2) Classify by the number of double-occupied chips
Suppose exactly \(i\) chips receive two defects. Then exactly \(k-2i\) chips receive one defect, and the remaining \(n-(k-i)\) chips receive none. The parameter \(i\) can range only over
$0 \le i \le \left\lfloor \frac{k}{2}\right\rfloor.$
3) Counting a fixed \(i\)-layer
We count placements with exactly \(i\) double chips in two steps.
Step A: choose how the \(k\) labeled defects are grouped into \(i\) unordered pairs and \(k-2i\) singles. The number of such groupings is
$\frac{k!}{2^i\,i!\,(k-2i)!}.$
The factor \(2^i\) removes the order inside each pair, and \(i!\) removes the order among the pairs themselves.

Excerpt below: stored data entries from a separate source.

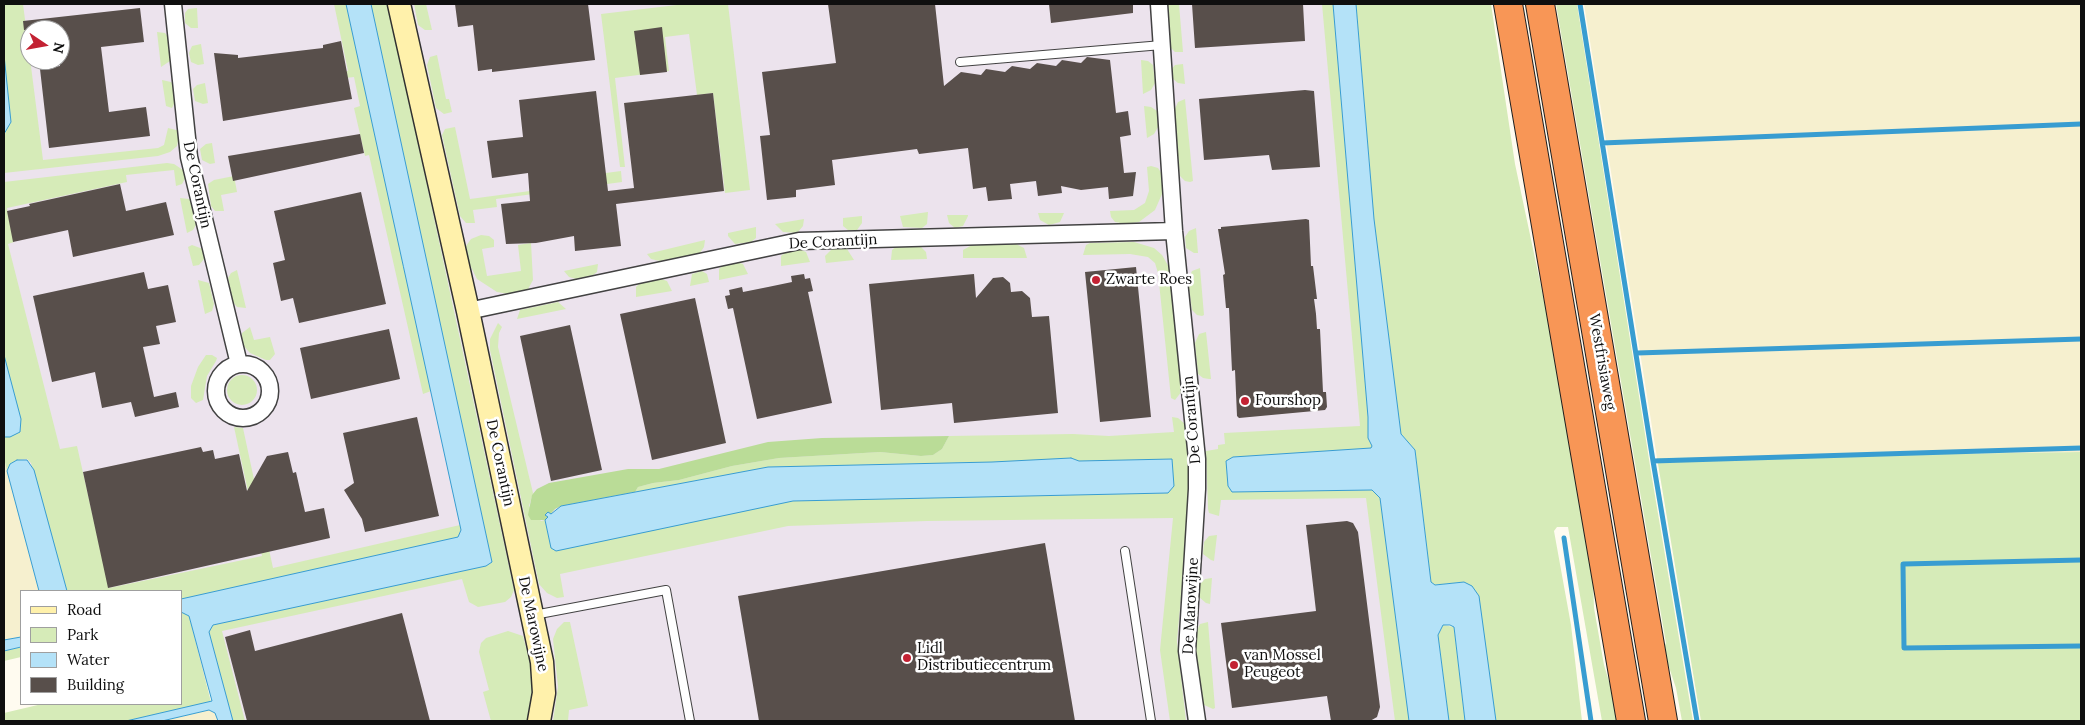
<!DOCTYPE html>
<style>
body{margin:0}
#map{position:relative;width:2085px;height:725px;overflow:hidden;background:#fffbf0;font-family:Lora,serif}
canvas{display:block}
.frame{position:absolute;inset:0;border:5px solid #0f0f0f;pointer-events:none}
.legend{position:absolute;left:20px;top:590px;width:162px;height:115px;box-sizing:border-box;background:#fff;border:1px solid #9f9f9f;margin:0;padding:6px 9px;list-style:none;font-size:15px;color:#0f0f0f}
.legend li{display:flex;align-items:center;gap:10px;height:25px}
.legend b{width:25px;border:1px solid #9f9f9f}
.north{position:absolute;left:20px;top:20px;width:50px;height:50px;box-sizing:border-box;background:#fff;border:1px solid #9f9f9f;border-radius:50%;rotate:102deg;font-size:14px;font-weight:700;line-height:20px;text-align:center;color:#0f0f0f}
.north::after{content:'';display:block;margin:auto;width:18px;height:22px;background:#c32233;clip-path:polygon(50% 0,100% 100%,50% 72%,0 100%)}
</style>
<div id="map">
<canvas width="2085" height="725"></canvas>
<div class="frame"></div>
<ul class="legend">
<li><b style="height:6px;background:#fff1ab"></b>Road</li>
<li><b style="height:14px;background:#d6ebb8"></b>Park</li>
<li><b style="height:14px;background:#b4e2f8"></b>Water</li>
<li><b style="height:14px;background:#584f4b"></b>Building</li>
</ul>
<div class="north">N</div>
</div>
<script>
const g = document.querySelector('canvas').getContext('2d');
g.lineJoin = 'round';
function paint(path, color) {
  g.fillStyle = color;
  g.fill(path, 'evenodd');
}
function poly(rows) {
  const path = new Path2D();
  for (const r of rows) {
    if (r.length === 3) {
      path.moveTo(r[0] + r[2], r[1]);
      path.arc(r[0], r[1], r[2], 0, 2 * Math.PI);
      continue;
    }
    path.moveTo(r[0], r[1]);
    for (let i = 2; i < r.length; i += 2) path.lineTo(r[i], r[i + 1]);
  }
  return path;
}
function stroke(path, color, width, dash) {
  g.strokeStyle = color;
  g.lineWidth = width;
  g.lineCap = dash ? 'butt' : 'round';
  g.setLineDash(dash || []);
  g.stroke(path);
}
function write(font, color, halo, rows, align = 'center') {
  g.font = font + ' Lora,serif';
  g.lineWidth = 5;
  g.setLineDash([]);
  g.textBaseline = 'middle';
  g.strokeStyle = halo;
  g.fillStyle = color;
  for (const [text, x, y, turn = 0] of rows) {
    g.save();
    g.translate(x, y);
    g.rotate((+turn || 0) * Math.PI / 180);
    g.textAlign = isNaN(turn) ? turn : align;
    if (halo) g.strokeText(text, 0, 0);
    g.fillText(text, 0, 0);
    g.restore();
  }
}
paint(poly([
 [4,4,1350,4,1436,721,220,721,181,612,181,591,48,591,4,429,4,149,16,147],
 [30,30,60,30,60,60,30,60]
]), '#ece3ed');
paint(poly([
 [1584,4,2081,4,2081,452,1657,458],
 [4,458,39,591,21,591,21,637,4,640],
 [209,710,215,713,218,721,162,721]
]), '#f6f0cf');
paint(poly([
 [4,4,23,4,43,160,158,148,164,145,168,128,180,131,177,146,170,152,158,156,4,173,4,134,6,132],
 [334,4,346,4,431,391,423,394,369,155,365,156,354,108,360,106,354,77,245,90,244,84,348,71],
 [371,4,388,4,514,590,511,597,505,602,478,607,469,602,462,579,222,631,245,721,233,721,209,632,213,625,486,566,492,562],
 [414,4,426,4,432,30,425,30,418,25],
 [685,4,728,4,750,190,725,193,713,93,697,95,689,34,665,37,669,71,615,78,625,167,620,167,601,14],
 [1167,4,1179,4,1183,52,1175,52,1170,47],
 [1322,4,1333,4,1368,417,1368,438,1372,446,1371,448,1233,457,1226,461,1228,486,1232,492,1372,490,1380,498,1409,721,1395,721,1366,498,1221,500,1219,516,1209,513,1208,509,1206,451,1218,449,1218,445,1225,444,1224,433,1360,426],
 [1356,4,1491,4,1515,164,1567,409,1592,552,1594,608,1604,665,1621,721,1602,721,1568,527,1557,527,1554,531,1571,625,1582,721,1496,721,1492,699,1464,582,1435,585,1431,583,1415,450,1401,434,1374,219],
 [1556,4,1577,4,1651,472,1693,721,1682,721,1676,688,1663,649,1666,643],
 [197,8,198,28,191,28,185,23,185,13,188,9],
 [157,32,165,33,169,38,170,61,161,67],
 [201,44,204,64,198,65,191,62,189,53,192,46],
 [437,55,446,99,449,99,452,112,444,114,436,108,427,65,430,57],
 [1141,60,1148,61,1153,65,1155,83,1151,90,1143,94],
 [1183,64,1185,84,1178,83,1172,78,1171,70,1175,65],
 [162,80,171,82,175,87,176,100,172,108,166,106],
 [205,83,208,103,203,104,195,101,193,89,197,85],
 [1185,99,1193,181,1190,182,1185,181,1180,176,1174,111,1178,102],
 [1144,106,1151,107,1157,111,1158,127,1154,134,1147,138],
 [455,127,470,199,530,191,530,183,621,171,622,182,496,199,497,207,473,210,475,223,466,223,460,216,442,135,445,129],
 [212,143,215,163,210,164,202,160,200,149,206,144],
 [167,163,174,164,183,170,186,177,182,184,176,186,174,170,126,175,127,182,7,208,14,242,8,244,60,449,77,446,109,588,262,556,234,427,243,428,273,568,460,525,461,529,458,537,181,599,181,591,67,591,31,463,27,459,17,460,10,464,7,471,4,458,4,437,18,433,21,428,4,355,4,182],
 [1151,166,1158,168,1162,174,1162,194,1155,210,1139,222,1126,224,1115,222,1111,217,1110,211,1134,210,1145,203,1149,191,1147,167],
 [234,176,237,192,221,195,224,211,215,211,211,206,208,184,214,180],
 [180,198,189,199,193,204,196,225,193,230,187,233],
 [928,212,927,224,922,228,903,227,900,216],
 [1038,213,1064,213,1060,222,1049,225,1040,220],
 [947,215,968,215,968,216,963,226,955,228,949,223],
 [862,216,862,223,857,230,848,230,843,226,843,218],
 [804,219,803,226,797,233,783,232,775,224],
 [756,227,756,238,751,242,735,244,728,236,728,233],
 [1196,228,1198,253,1194,253,1186,248,1185,237,1189,231],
 [481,235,489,236,494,240,494,247,482,249,487,276,521,271,518,245,531,243,533,280,527,291,509,294,497,292,477,279,470,265,466,246,471,239],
 [705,240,704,247,700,253,660,261,651,259,647,254],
 [1134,242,1154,248,1162,255,1169,267,1182,391,1175,400,1171,398,1158,273,1155,263,1148,257,1130,254,1083,255,1086,245,1090,243],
 [1016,244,1024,248,1027,258,963,258,963,250,972,245],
 [192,245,203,249,204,259,199,265,193,266,188,247],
 [897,246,921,247,926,252,927,259,891,260,892,250],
 [833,248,847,249,854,260,826,263,825,256],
 [799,249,806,252,810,262,781,266,781,256,786,252],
 [736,262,743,264,748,274,719,280,719,269,724,265],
 [598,264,597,272,593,275,576,279,569,277,564,271],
 [1200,268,1204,315,1202,316,1197,315,1192,310,1188,280,1192,271],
 [237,270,246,308,237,307,233,302,228,278,231,273],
 [702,271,707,274,709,282,690,286,692,274],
 [661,279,667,281,672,291,636,297,636,287,640,283],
 [198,280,209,283,214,304,212,311,205,314],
 [558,302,566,309,517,319,520,310],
 [498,323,502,327,499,333,498,347,533,493,529,506,541,521,545,520,551,548,793,501,1168,493,1172,459,1079,461,1071,458,992,462,768,467,635,492,638,487,653,483,679,480,732,466,779,458,880,452,921,456,933,455,942,449,949,436,1073,434,1109,436,1174,432,1172,417,1178,418,1185,424,1191,488,1177,641,1186,721,1170,721,1160,650,1173,518,927,521,788,526,560,574,564,597,557,598,547,593,539,584,490,350,490,339],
 [250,327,254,340,270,337,275,354,270,360,266,360,250,353,241,343,242,333],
 [1206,332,1211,379,1209,379,1203,378,1198,374,1195,343,1199,334],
 [206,355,212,355,217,358,216,361,207,376,203,400,196,403,191,398,191,386,198,367],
 [242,390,15],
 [2081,452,2081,721,1701,721,1657,458],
 [1217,535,1214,561,1211,560,1203,554,1204,542,1209,536],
 [1212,578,1210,604,1206,603,1199,597,1199,585,1205,579],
 [181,612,189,616,211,702,126,721,4,721,4,713,42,704,181,704],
 [564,622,570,622,588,706,569,710,568,721,553,721,558,687,553,639,557,629],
 [1208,622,1215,708,1213,709,1202,704,1195,654,1195,634,1200,624],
 [1443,625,1454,627,1465,721,1449,721,1438,635],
 [508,631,523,636,531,666,532,692,527,721,491,721,483,692,489,690,479,652,481,643,486,638],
 [21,647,21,657,4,661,4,651]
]), '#d6ebb8');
paint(poly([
 [949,436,942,449,933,455,921,456,880,452,779,458,732,466,679,480,653,483,638,487,635,492,561,506,555,509,545,520,531,520,528,515,532,495,537,489,549,483,628,469,659,469,768,442,822,438]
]), '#badc97');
const water = poly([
 [346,4,371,4,492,562,486,566,213,625,209,632,233,721,218,721,215,713,209,710,162,721,126,721,212,701,189,616,181,612,181,599,458,537,461,530,346,4],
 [1333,4,1356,4,1374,219,1401,434,1415,450,1431,582,1435,585,1464,582,1472,586,1479,596,1496,721,1465,721,1454,627,1450,625,1443,625,1438,635,1449,721,1409,721,1380,498,1372,490,1232,492,1228,486,1226,461,1233,457,1371,448,1372,446,1368,438,1368,417,1333,4],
 [4,55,11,122,4,134,4,55],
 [4,355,21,419,20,432,10,437,4,437,4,355],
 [1071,458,1079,461,1172,459,1174,486,1168,493,793,501,556,551,551,548,545,520,548,517,545,515,548,512,551,514,561,506,768,467,992,462,1071,458],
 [17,460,27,460,34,470,67,591,39,591,7,471,10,464,17,460],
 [21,637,21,647,4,651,4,640,21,637]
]);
paint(water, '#b4e2f8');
stroke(water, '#389dd1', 1);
stroke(poly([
 [1580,4,1653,461,1697,721],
 [1602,143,2081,124],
 [1637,353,2081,339],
 [1653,461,2081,448],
 [1564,538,1591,721],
 [2081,560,1903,564,1904,648,2081,646]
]), '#389dd1', 5);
paint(poly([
 [455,4,588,4,595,60,492,72,492,69,478,71,473,25,458,27],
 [828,4,935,4,944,86,961,72,981,75,986,69,1005,72,1012,66,1030,69,1037,63,1056,66,1062,60,1081,63,1087,57,1110,60,1116,113,1128,111,1131,135,1120,137,1124,173,1136,172,1133,196,1109,199,1108,187,1081,190,1061,186,1062,193,1038,196,1036,181,1010,184,1012,199,988,201,986,187,973,189,968,148,919,154,917,149,832,160,835,185,796,190,796,197,767,200,760,136,770,135,762,72,836,63],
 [1049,4,1133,4,1133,13,1051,23],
 [1192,4,1303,4,1305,41,1195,48],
 [140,8,144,42,101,47,109,112,146,107,150,136,49,148,40,69,60,66,60,30,24,30,23,21],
 [662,27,667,72,640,75,634,31],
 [341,41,352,99,223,121,214,53,238,55,238,58,323,48,323,45],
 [1305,90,1314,91,1320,167,1272,170,1269,155,1204,160,1199,99],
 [596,91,608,191,634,188,624,103,713,93,724,191,616,204,621,246,575,251,574,236,536,243,506,244,501,204,530,201,528,173,492,178,487,141,523,137,519,100],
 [360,134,364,153,233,181,228,156],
 [120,184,126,211,166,202,174,235,73,257,68,230,13,242,7,211,30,206,29,204],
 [361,192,386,304,299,323,293,298,281,301,273,263,285,260,274,211],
 [1306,219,1309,220,1311,266,1313,266,1317,299,1314,299,1316,314,1317,329,1320,329,1323,392,1326,392,1327,407,1325,410,1239,418,1237,416,1235,370,1232,371,1229,308,1226,308,1223,275,1225,274,1218,229,1221,229,1221,227],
 [1136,267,1151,417,1100,422,1085,272],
 [144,272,148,289,168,285,176,322,156,326,160,344,143,347,154,397,176,392,179,407,135,417,131,402,102,408,95,372,52,382,33,296],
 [804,274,805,279,810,278,813,291,808,292,832,403,757,419,733,308,728,309,725,296,730,295,729,290,742,287,743,292,768,287,792,282,791,276],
 [974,274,976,298,993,278,1003,277,1010,283,1011,292,1022,291,1030,298,1032,317,1049,316,1058,413,954,423,952,403,881,410,869,284],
 [695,298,726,443,652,460,620,314],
 [570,325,602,470,551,481,520,336],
 [389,329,400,379,311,399,300,348],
 [417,417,439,516,365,532,362,519,344,490,354,483,343,433],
 [201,447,203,452,213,450,215,459,239,454,247,491,267,456,288,452,293,473,296,472,305,512,324,508,330,538,108,588,83,472],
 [1347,521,1353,523,1358,532,1380,707,1377,717,1370,721,1331,721,1327,696,1232,708,1221,623,1316,611,1306,525],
 [1045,543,1075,721,759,721,738,596],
 [402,613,430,721,247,721,225,637,250,630,255,651]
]), '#584f4b');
const lane = poly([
 [960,62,1162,45],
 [1125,551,1151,721],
 [534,615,666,590,690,721]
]);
const street = poly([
 [173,4,189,157,239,364],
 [1159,4,1174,231,1197,459,1197,489,1187,651,1197,721],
 [468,311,799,241,1174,231],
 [243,391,27]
]);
const secondary = poly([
 [399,4,468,311,542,662,544,693,539,721]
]);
const highway = poly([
 [1508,4,1631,721],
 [1540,4,1663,721]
]);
stroke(lane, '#424242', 10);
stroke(street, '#424242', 19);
stroke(secondary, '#313131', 25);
stroke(highway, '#202020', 30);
stroke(lane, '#fff', 8);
stroke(street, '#fff', 16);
stroke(secondary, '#fff1ab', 22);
stroke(highway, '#f89656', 28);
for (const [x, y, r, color] of [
 [1096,280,5,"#c32233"],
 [1245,401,5,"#c32233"],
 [907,658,5,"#c32233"],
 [1234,665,5,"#c32233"]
]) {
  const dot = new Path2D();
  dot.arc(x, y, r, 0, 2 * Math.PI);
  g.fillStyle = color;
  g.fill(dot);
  stroke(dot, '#fff', 2);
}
write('15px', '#0f0f0f', '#fff', [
 ["De Corantijn",197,185,78],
 ["De Corantijn",833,242,-3],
 ["Westfrisiaweg",1602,362,80],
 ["De Corantijn",1192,420,-95],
 ["De Corantijn",500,463,78],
 ["De Marowijne",1191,606,-87],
 ["De Marowijne",533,624,78]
]);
write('15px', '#0f0f0f', '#fff', [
 ["Zwarte Roes",1106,280],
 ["Fourshop",1255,401],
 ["Lidl",917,649],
 ["Distributiecentrum",917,666],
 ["van Mossel",1244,656],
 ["Peugeot",1244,673]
], 'left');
</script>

Step B: send these \(k-i\) groups to distinct chips. Since the groups are effectively ordered as “\(i\) pair-slots followed by \(k-2i\) single-slots”, the number of injective chip assignments is the falling factorial
$n_{(k-i)}=n(n-1)\cdots(n-k+i+1).$
Therefore the number of valid placements in the \(i\)-th layer is
$\frac{k!}{2^i\,i!\,(k-2i)!}\,n_{(k-i)}.$
4) Probability of one layer
Since the total number of equally likely placements is \(n^k\), the probability of the \(i\)-th layer is
$P_i=\frac{k!}{2^i\,i!\,(k-2i)!}\cdot\frac{n_{(k-i)}}{n^k}.$
Summing over all admissible \(i\) gives the complement:
$\Pr(E^c)=\sum_{i=0}^{\lfloor k/2\rfloor} P_i,$
hence
$\Pr(E)=1-\sum_{i=0}^{\lfloor k/2\rfloor} P_i.$
5) Worked example: \(p(3,7)\)
The source code checks the small case \(k=3\), \(n=7\).

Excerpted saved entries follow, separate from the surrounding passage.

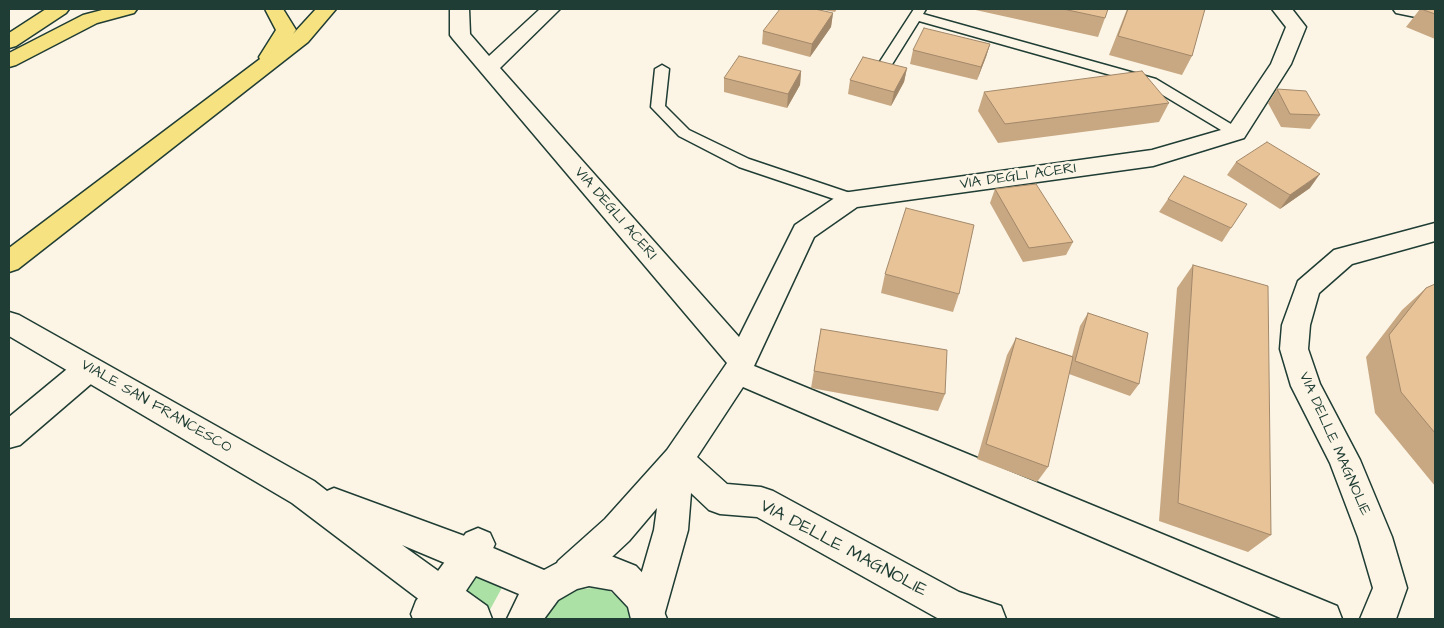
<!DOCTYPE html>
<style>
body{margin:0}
#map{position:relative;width:1444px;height:628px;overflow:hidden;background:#fcf5e5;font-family:"Architects Daughter",sans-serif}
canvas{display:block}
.frame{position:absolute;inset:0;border:10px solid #1f3d34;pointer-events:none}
</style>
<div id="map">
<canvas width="1444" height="628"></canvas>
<div class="frame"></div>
</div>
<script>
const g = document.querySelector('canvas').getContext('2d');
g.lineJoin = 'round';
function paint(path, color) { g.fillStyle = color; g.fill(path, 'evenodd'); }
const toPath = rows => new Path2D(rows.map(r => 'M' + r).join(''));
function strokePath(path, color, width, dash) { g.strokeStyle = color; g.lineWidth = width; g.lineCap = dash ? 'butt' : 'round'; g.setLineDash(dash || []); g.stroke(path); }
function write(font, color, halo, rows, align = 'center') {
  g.font = font + ' "Architects Daughter",sans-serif'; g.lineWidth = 5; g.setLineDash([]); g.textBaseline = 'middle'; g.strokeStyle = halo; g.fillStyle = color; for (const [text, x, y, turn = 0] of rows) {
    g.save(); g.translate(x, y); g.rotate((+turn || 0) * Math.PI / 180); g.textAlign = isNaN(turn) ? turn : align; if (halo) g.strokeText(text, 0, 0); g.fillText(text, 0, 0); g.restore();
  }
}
const green = toPath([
 [463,574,504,584,486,617,453,591],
 [592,588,608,590,621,599,631,612,633,619,545,619,549,611,561,598,576,590]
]);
const lane = toPath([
 [914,9,926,9,923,14,1156,79,1241,130,1243,133,1241,136,1236,138,1231,136,1146,85,919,21,891,66,881,66,879,63,914,9],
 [662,65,669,69,665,106,689,130,749,159,856,195,859,199,856,203,851,204,846,203,739,167,679,136,651,107,655,69,662,65]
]);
const street = toPath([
 [450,9,469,9,470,34,489,56,540,9,560,9,500,68,739,337,795,225,842,193,1152,150,1228,128,1271,64,1286,27,1272,9,1292,9,1306,27,1291,64,1244,138,1153,166,857,207,814,237,754,366,1337,606,1342,619,1283,619,743,387,697,457,727,484,761,487,773,491,959,592,1001,606,1006,619,939,619,757,517,720,514,709,510,691,493,688,530,663,619,633,619,630,613,654,530,657,508,629,541,582,585,570,590,558,585,553,573,558,561,605,519,667,450,727,363,453,39,450,35,450,9],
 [1393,9,1435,9,1435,21,1396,13,1393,9],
 [1435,223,1435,241,1352,264,1319,293,1310,325,1308,349,1320,384,1360,460,1392,537,1407,588,1396,619,1360,619,1373,588,1358,537,1330,463,1291,386,1280,349,1282,325,1298,281,1334,250,1435,223],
 [88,357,98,360,102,369,98,378,20,445,9,448,9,417,78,360,88,357],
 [478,528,490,533,495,544,490,555,447,619,413,619,411,614,416,601,466,533,478,528]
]);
const secondary = toPath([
 [9,312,19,315,314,481,327,491,334,488,470,538,544,570,570,556,589,552,606,554,636,566,652,583,667,619,631,619,628,607,612,590,589,586,577,589,558,600,544,619,507,619,519,594,402,545,487,606,492,619,445,619,292,503,9,336,9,312]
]);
const highway = toPath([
 [46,9,69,9,66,13,16,46,9,48,9,33,46,9],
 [106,9,137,9,134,13,97,23,16,65,9,67,9,53,83,15,106,9],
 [265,9,283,9,296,30,293,34,316,9,336,9,308,42,18,269,9,272,9,248,260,59,259,57,276,30,265,9]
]);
const wall = toPath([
 [818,9,837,9,835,12],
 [971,9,1108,9,1105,18,1098,37],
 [1127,9,1205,9,1192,56,1182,75,1109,55],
 [1420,9,1435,9,1435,39,1406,27],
 [833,13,831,27,810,57,762,44,763,31],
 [990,44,986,57,977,80,910,64,913,50],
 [907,68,904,82,891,106,848,94,850,80],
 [801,71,800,85,787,108,724,92,724,78],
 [1277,89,1320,115,1310,129,1281,127,1268,103],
 [984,92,1169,103,1159,122,998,143,978,111],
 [1236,162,1310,188,1280,209,1227,175],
 [995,189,1073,242,1066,255,1023,262,990,203],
 [1168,199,1231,228,1222,242,1159,212],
 [1193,265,1271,535,1248,552,1159,521,1177,288],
 [885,274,959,294,953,312,881,293],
 [1435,284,1435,486,1375,413,1366,357,1402,310,1426,288],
 [1088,313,1139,384,1130,396,1069,374,1048,467,1037,482,977,459,1007,355,1016,338,1072,356,1080,326],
 [821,329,945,394,938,411,811,388]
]);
const shadedWall = toPath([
 [833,13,831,27,810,57,812,44],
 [990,44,986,57,977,80,981,67],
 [907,68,904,82,891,106,894,92],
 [801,71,800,85,787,108,788,94],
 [1320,174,1310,188,1280,209,1290,195]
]);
const building = toPath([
 [780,9,815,9,833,13,812,44,763,31,780,9],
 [1063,9,1108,9,1105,18,1063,9],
 [1128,9,1205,9,1192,56,1118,36,1128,9],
 [1421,9,1435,9,1435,14,1421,9],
 [924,28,990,44,981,67,913,50,924,28],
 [739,56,801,71,788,94,724,78,739,56],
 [863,57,907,68,894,92,850,80,863,57],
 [1142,71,1169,103,1005,124,984,92,1142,71],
 [1277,89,1306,91,1320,115,1290,114,1277,89],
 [1267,142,1320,174,1290,195,1236,162,1267,142],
 [1184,176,1247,204,1231,228,1168,199,1184,176],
 [1036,184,1073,242,1029,248,995,189,1036,184],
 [906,208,974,225,959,294,885,274,906,208],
 [1193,265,1268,286,1271,535,1178,503,1193,265],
 [1435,284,1435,433,1401,392,1389,335,1426,288,1435,284],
 [1088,313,1148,333,1139,384,1075,361,1088,313],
 [821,329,947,350,945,394,814,371,821,329],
 [1016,338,1073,357,1048,467,986,444,1016,338]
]);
const streetNames = [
 ["VIA DEGLI ACERI",1018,177,-8],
 ["VIA DEGLI ACERI",615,214,49],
 ["VIALE SAN FRANCESCO",156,407,30],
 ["VIA DELLE MAGNOLIE",1334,444,66]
];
const nearStreetnames = [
 ["VIA DELLE MAGNOLIE",843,549,28]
];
paint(green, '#abe1a4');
strokePath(lane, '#1f3d34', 3);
strokePath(street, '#1f3d34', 3);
strokePath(secondary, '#1f3d34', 3);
strokePath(highway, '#1f3d34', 3);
paint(lane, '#fcf5e5');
paint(street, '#fcf5e5');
paint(secondary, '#fcf5e5');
paint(highway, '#f7e281');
paint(wall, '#c8a883');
paint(shadedWall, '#a2886a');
paint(building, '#e8c398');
strokePath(building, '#a2886a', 1);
write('15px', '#1f3d34', '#fcf5e5', streetNames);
write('18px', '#1f3d34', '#fcf5e5', nearStreetnames);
</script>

If one chip gets three defects, then all three labeled defects must land on the same chip. There are exactly \(7\) such placements, one for each chip, out of
$7^3=343$
total placements. So
$p(3,7)=\frac{7}{343}=\frac{1}{49}=0.0204081632653\ldots$
This is exactly the checkpoint used by the C++ solution.
6) Ratio between consecutive layers
Evaluating every \(P_i\) from scratch is possible, but the Python and Java solutions use a more efficient recurrence. Divide \(P_i\) by \(P_{i-1}\):
$\frac{P_i}{P_{i-1}}=\frac{(k-2i+2)(k-2i+1)}{2i}\cdot\frac{1}{n-k+i}.$
Equivalently, in the exact form used in the code,
$\frac{P_i}{P_{i-1}}=\frac{(k-2i+2)(k-2i+1)}{2ni}\cdot \frac{1}{1-(k-i)/n}.$
So once \(P_0\) is known, each next term can be updated in constant time.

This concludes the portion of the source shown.